The writing on the wall

By tarnished · Oct 5, 2008 · ·

  1. One of my many poems, I felt like posting a rather odd one...



    Scribbled, and dragging;
    black sharpie.
    Spitting rumors with ease,
    hearts are broken
    with a sarcastic kiss.

    Eyes filled with laughter,
    point and shout.
    When the eyes bulge,
    the laughing stops
    and your name is dropped.

    White-out and smudging
    can only disguise.
    Nervous sweats,
    midnight worries
    will the writing remain?

Comments

  1. wildhoney608
    what is this about?
    Someone loved, lost?
  2. Samswriting
    Heh,
    Your poems without exception make me re-read them. I really like that.

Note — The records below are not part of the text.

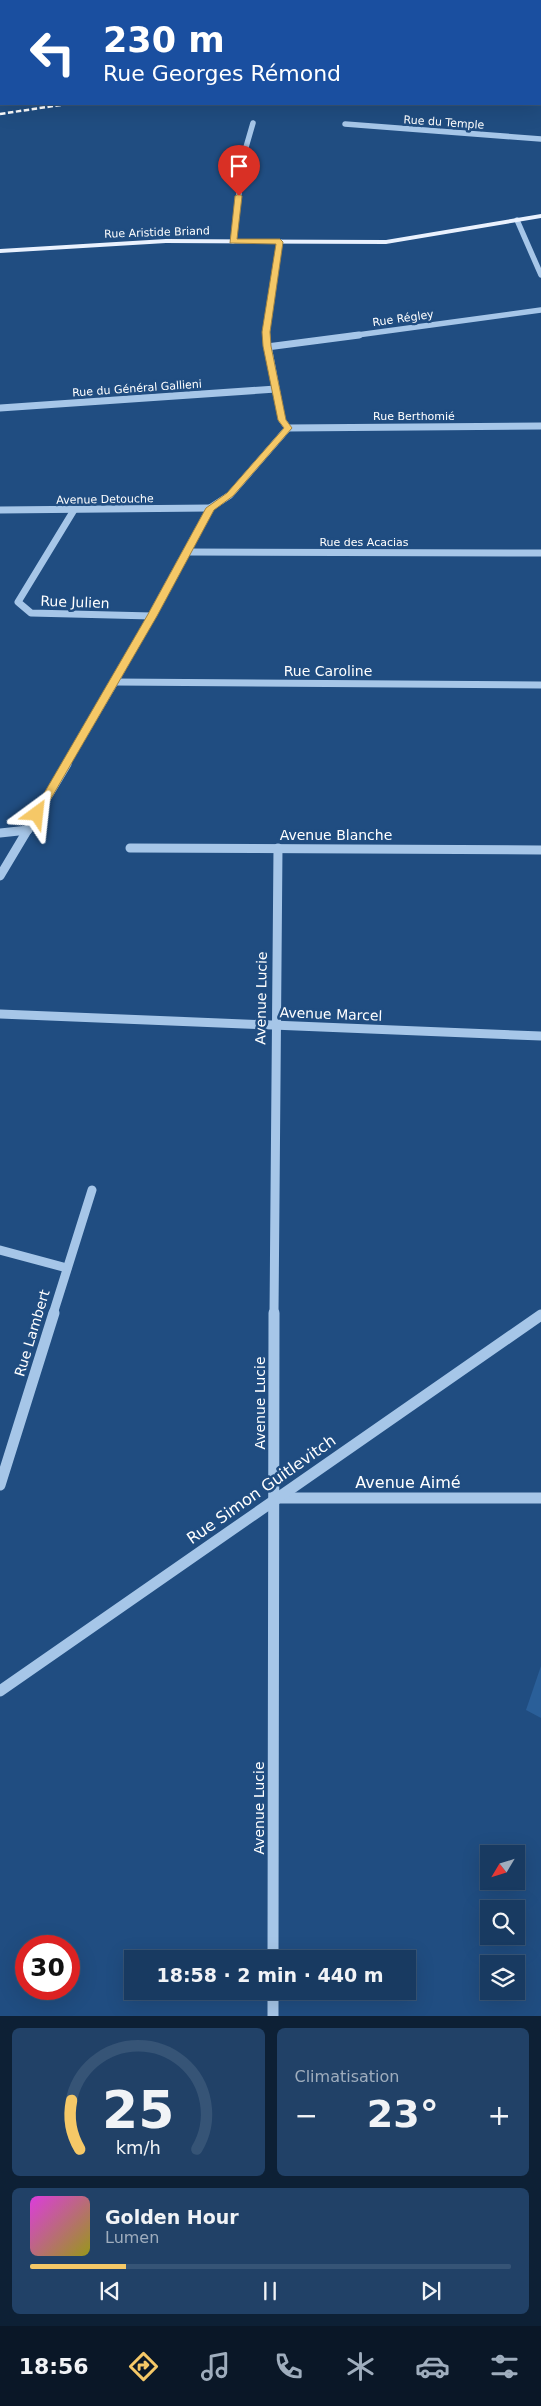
<!DOCTYPE html>
<html lang="fr">
<meta charset="utf-8">
<style>
:root{--surface:#183a61;--page:#214167;--text:#f1f3f6;--muted:#9fadbd;--line:#365476;--accent:#f5c867}
body{margin:0;font-family:"DejaVu Sans",sans-serif;background:var(--page);color:var(--text);height:100vh;display:flex;flex-direction:column;font-size:19px;white-space:nowrap}
*{box-sizing:border-box;margin:0}
p{font-size:16px;color:var(--muted)}
.icon{flex:none;width:28px;height:28px;fill:none;stroke:currentColor;stroke-width:2;stroke-linecap:round;stroke-linejoin:round}
.map{position:relative;height:2016px;overflow:hidden}
.panel{display:flex;flex-direction:column;gap:12px;padding:12px;background:#0d2035;flex:1}
.panel>*{flex:none}
.hud{position:absolute;left:0px;top:0px;width:541px;height:105px;box-shadow:0 5px 20px #0002,0 0 0 1px var(--line);background:#1a4fa0;color:#fff;overflow:hidden}
.needle{width:32px;rotate:232deg}
.buttons{position:absolute;left:480px;top:1845px;display:grid;gap:10px}
.buttons a{display:grid;place-items:center;width:45px;height:45px;border-radius:0px;background:var(--surface);box-shadow:0 5px 20px #0002,0 0 0 1px var(--line);font-size:25px}
.speed{position:absolute;left:15px;top:1935px;display:flex;gap:10px;font-size:25px;font-weight:700;text-align:center}
.speed>*{display:grid;place-content:center;width:65px;height:65px;border-radius:50%;background:var(--surface);box-shadow:0 5px 20px #0002,0 0 0 1px var(--line);line-height:1}
.speed .limit{border:8px solid #d22;background:#fff;color:#111}
.pin{position:absolute;display:grid;place-items:center;width:42px;height:42px;color:#fff;margin:-51px -21px;border-radius:50% 50% 50% 0;rotate:-45deg;box-shadow:0 0 5px #0007}
.pin .icon{rotate:45deg}
.me{position:absolute;width:55px;margin:-28px;rotate:30deg;stroke-linejoin:round;filter:drop-shadow(0 0 4px #0008)}
.turn{display:flex;align-items:center;gap:18px;height:105px;padding:0 20px;font-size:22px}
.turn .icon{width:65px;height:65px;stroke-width:2.5}
.turn b{display:block;font-size:35px;line-height:42px}
.big{font-size:38px;font-weight:700;line-height:1.1}
.panel .tile{flex:1;display:flex;flex-direction:column;justify-content:center;gap:8px;min-width:0;padding:0 18px;border-radius:8px;background:var(--page)}
.panel .dial{align-items:center;gap:0}
.dial svg{height:130px;overflow:visible;fill:none;stroke:var(--line);stroke-width:7;stroke-linecap:round;text-anchor:middle}
.dial text{fill:var(--text);stroke:none}
.song{display:flex;align-items:center;gap:15px}
.cover{width:60px;height:60px;border-radius:8px;background:linear-gradient(135deg,hsl(300 70% 55%),hsl(60 70% 35%))}
.played{height:5px;border-radius:2px;background:linear-gradient(90deg,var(--accent) 20%,var(--line) 20%)}
.keys{display:flex;justify-content:space-around;direction:ltr}
.heat{display:flex;justify-content:space-between;align-items:center;font-size:28px;direction:ltr}
.panel .tiles{flex:1;display:grid;gap:12px;grid-template-columns:1fr 1fr}
.tile:last-child{grid-column:span 2}
.trip{position:absolute;left:124px;top:1950px;width:292px;height:50px;border-radius:0px;background:var(--surface);box-shadow:0 5px 20px #0002,0 0 0 1px var(--line);font-weight:700;line-height:50px;text-align:center}
.tabs{display:flex;height:80px;justify-content:space-around;align-items:center;background:#0a1727;color:var(--muted)}
.tabs .icon{width:35px;height:35px}
.tabs .active{color:var(--accent)}
.tabs b{font-size:22px;color:var(--text)}
.map>svg:first-child{display:block}
.green{fill:#2a5f99}
.lines{fill:none;stroke-linecap:round;stroke-linejoin:round}
.minor-far3{stroke:#a6c6e8;stroke-width:5.5}
.minor-far2{stroke:#a6c6e8;stroke-width:7}
.minor-far1{stroke:#a6c6e8;stroke-width:9}
.minor{stroke:#a6c6e8;stroke-width:11}
.major{fill:#e9f1fe;fill-rule:evenodd}
.rail{stroke:#fff;stroke-width:2.5;stroke-dasharray:5.5 2.5;stroke-linecap:butt}
.route{fill:#f5c867;stroke:#9f8243}
.labels{text-anchor:middle;stroke-width:5;stroke-linejoin:round;paint-order:stroke}
.far-street-label{font-size:11px;fill:#fff;stroke:#204d81}
.street-label{font-size:14px;fill:#fff;stroke:#204d81}
.near-street-label{font-size:16px;fill:#fff;stroke:#204d81}
</style>
<div class="map">
<svg width="541" height="2016" viewBox="0 0 541 2016">
<rect width="100%" height="100%" fill="#204d81"/>
<!-- green -->
<path class="green" d="M541,1666V1718L526,1710Z"/>
<g class="lines">
<!-- minor-far3 -->
<g class="minor-far3">
<path d="M345,124L541,139"/>
<path d="M517,220L541,275"/>
<path d="M233,241L244,154L253,123"/>
<path d="M266,336L280,242"/>
<path d="M350,336L541,310"/>
</g>
<!-- minor-far2 -->
<g class="minor-far2">
<path d="M266,335L282,420L288,428"/>
<path d="M267,347L359,335"/>
<path d="M0,408L276,389"/>
<path d="M288,428L541,426"/>
<path d="M0,510L210,508"/>
<path d="M74,510L18,602L31,613L152,616"/>
<path d="M187,552L541,553"/>
<path d="M115,682L541,685"/>
<path d="M66,765L115,682L210,508L230,495L288,428"/>
</g>
<!-- minor-far1 -->
<g class="minor-far1">
<path d="M0,833L28,830"/>
<path d="M130,848L541,850"/>
<path d="M0,876L67,764"/>
<path d="M0,1014L541,1036"/>
<path d="M0,1250L67,1268"/>
<path d="M53,1314L92,1190"/>
<path d="M274,1314L278,848"/>
</g>
<!-- minor -->
<g class="minor">
<path d="M0,1485L54,1313"/>
<path d="M275,1498H541"/>
<path d="M0,1691L541,1315"/>
<path d="M273,1959L274,1313"/>
<path d="M273,1991V2016"/>
</g>
<!-- major -->
<path class="major" d="M541,214V218L386,244L166,243L0,253V249L166,239L386,240Z"/>
<!-- rail -->
<path class="rail" d="M0,114L67,104"/>
</g>
<!-- route -->
<path class="route" d="M239,194L242,196L237,239H280L283,242L270,332L271,346L286,420L292,428L233,496L214,510L157,616L42,814L41,817H33L32,814L147,616L206,508L227,493L284,428L278,420L263,346L262,332L276,244L230,243L235,196Z"/>
<g class="labels">
<!-- far-street labels -->
<g class="far-street-label">
<text transform="translate(444 122) rotate(4)" y="4">Rue du Temple</text>
<text transform="translate(157 232) rotate(-2)" y="4">Rue Aristide Briand</text>
<text transform="translate(403 318) rotate(-8)" y="4">Rue Régley</text>
<text transform="translate(137 388) rotate(-4)" y="4">Rue du Général Gallieni</text>
<text x="414" y="420">Rue Berthomié</text>
<text transform="translate(105 499) rotate(-1)" y="4">Avenue Detouche</text>
<text x="364" y="546">Rue des Acacias</text>
</g>
<!-- street labels -->
<g class="street-label">
<text transform="translate(75 602) rotate(2)" y="5">Rue Julien</text>
<text x="328" y="676">Rue Caroline</text>
<text x="336" y="840">Avenue Blanche</text>
<text transform="translate(261 998) rotate(-89)" y="5">Avenue Lucie</text>
<text transform="translate(331 1014) rotate(2)" y="5">Avenue Marcel</text>
<text transform="translate(32 1333) rotate(-73)" y="5">Rue Lambert</text>
<text transform="translate(260 1403) rotate(-90)" y="5">Avenue Lucie</text>
<text transform="translate(259 1808) rotate(-90)" y="5">Avenue Lucie</text>
</g>
<!-- near-street labels -->
<g class="near-street-label">
<text x="408" y="1488">Avenue Aimé</text>
<text transform="translate(261 1489) rotate(-35)" y="6">Rue Simon Guitlevitch</text>
</g>
</g>
</svg>
<div class="buttons">
<a><svg class="needle" viewBox="-14 -14 28 28"><path d="M0-13l5 13h-10z" fill="#e53935"/><path d="M0 13l5-13h-10z" fill="#9fadbd"/></svg></a>
<a><svg class="icon" aria-label="search" viewBox="0 0 24 24"><circle cx="10" cy="10" r="6"/><path d="M15 15l6 6"/></svg></a>
<a><svg class="icon" aria-label="layers" viewBox="0 0 24 24"><path d="M12 4l9 5-9 5-9-5zM3 14l9 5 9-5"/></svg></a>
</div>
<div class="speed"><div class="limit">30</div></div>
<div class="pin" style="left:239px;top:196px;background:#d93025"><svg class="icon" aria-label="arrive" viewBox="0 0 24 24"><path d="M6 21V4h12l-3 4 3 4H6"/></svg></div>
<svg class="me" style="left:37px;top:814px" viewBox="-20 -20 40 40"><path d="M0-17L14 15 0 8-14 15z" fill="#f5c867" stroke="#fff" stroke-width="4"/></svg>
<div class="trip">18:58 · 2 min · 440 m</div>
<div class="hud">
<div class="turn"><svg class="icon" aria-label="left" viewBox="0 0 24 24"><path d="M17 20v-9H6M10 6l-5 5 5 5"/></svg><div><b>230 m</b>Rue Georges Rémond</div></div>
</div>
</div>
<section class="panel">
<div class="tiles">
<div class="tile dial"><svg viewBox="0 0 100 80">
<path d="M14 69A42 42 0 1 1 86 69"/>
<path d="M14 69A42 42 0 0 1 9 39" stroke="#f5c867"/>
<text x="50" y="56" font-size="32" font-weight="700">25</text>
<text x="50" y="72" font-size="11">km/h</text>
</svg></div>
<div class="tile"><p>Climatisation</p>
<div class="heat"><a>−</a><b class="big">23°</b><a>+</a></div>
</div>
<div class="tile">
<div class="song"><i class="cover"></i><div><b>Golden Hour</b><p>Lumen</p></div></div>
<div class="played"></div>
<div class="keys"><svg class="icon" aria-label="previous" viewBox="0 0 24 24"><path d="M18 5L8 12l10 7zM5 5v14"/></svg><svg class="icon" aria-label="pause" viewBox="0 0 24 24"><path d="M8 5v14M16 5v14"/></svg><svg class="icon" aria-label="next" viewBox="0 0 24 24"><path d="M6 5l10 7-10 7zM19 5v14"/></svg></div>
</div>
</div>
</section>
<nav class="tabs">
<b>18:56</b>
<svg class="icon active" aria-label="directions" viewBox="0 0 24 24"><path d="M12 3l9 9-9 9-9-9zM9 14v-3h6M13 9l2 2-2 2"/></svg>
<svg class="icon" aria-label="music" viewBox="0 0 24 24"><path d="M9 18V5l10-2v13"/><circle cx="6" cy="18" r="3"/><circle cx="16" cy="16" r="3"/></svg>
<svg class="icon" aria-label="phone" viewBox="0 0 24 24"><path d="M5 4h4l2 5-3 2q2 4 5 5l2-3 5 2v4C11 20 4 13 5 4z"/></svg>
<svg class="icon" aria-label="climate" viewBox="0 0 24 24"><path d="M12 3v18M4 7l16 10M4 17L20 7"/></svg>
<svg class="icon" aria-label="car" viewBox="0 0 24 24"><path d="M5 17H2v-5l4-1 3-4h7l3 4 3 1v5h-3M9 17h6M6 11h13"/><circle cx="7" cy="17" r="2"/><circle cx="17" cy="17" r="2"/></svg>
<svg class="icon" aria-label="filters" viewBox="0 0 24 24"><path d="M4 7h16M4 17h16"/><circle cx="9" cy="7" r="2"/><circle cx="15" cy="17" r="2"/></svg>
</nav>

    I get a wonderful image of Graphitti in this one. The battle to keep your words alive, keep your name alive. I see eyes bulging in the witching hours as bullets spray across the night, I see people erased by death for eternity and the streets forgetting them, a new name scrawled on the wall...

    a pattern repeating.

    thats what sticks out....

    now there is the side of me remembering writing my lovers names on the walls hidden little places here and there... but it doesn't scream out like the battle of graphitti does to me.
  3. Robert Lipscombe
    i's good, and you seem to be asking one of the very deep questions: do words endure once spoken by someone, some place, some time?
    I don't know, but I think they probably do in some way endure for much longer than we'd expect..
    ..if you want to beef up your poem you might think about its metaphorical core, by which I mean: there are two worlds in your poem - the wall with its words on it..and you with your feelings..so the question is, can you maybe sharpen the reader's sense of how you are feeling what's written as though someone is scrawling graffiti on your mind, on your soft tissue..and can you tell us more about how that feels?
  4. Only Sissies Write
    I love it. This is definitely a lot like the way I write, and I love the way you don't really reveal what it is you're writing about. You just make us feel something about it and then decide: what do we really feel that way about? And that's what this poem becomes "about" to us.

    I see a teenage couple. One of them (probably the guy because of the way it works) breaks up with the other in mockery and makes things up to hurt him/her, and everyone goes along with it. And the question is: can those taunting words ever be erased?

    Or maybe I'm looking too deeply into it, and it's about walruses on New Year's Eve. But, see, that would also be great.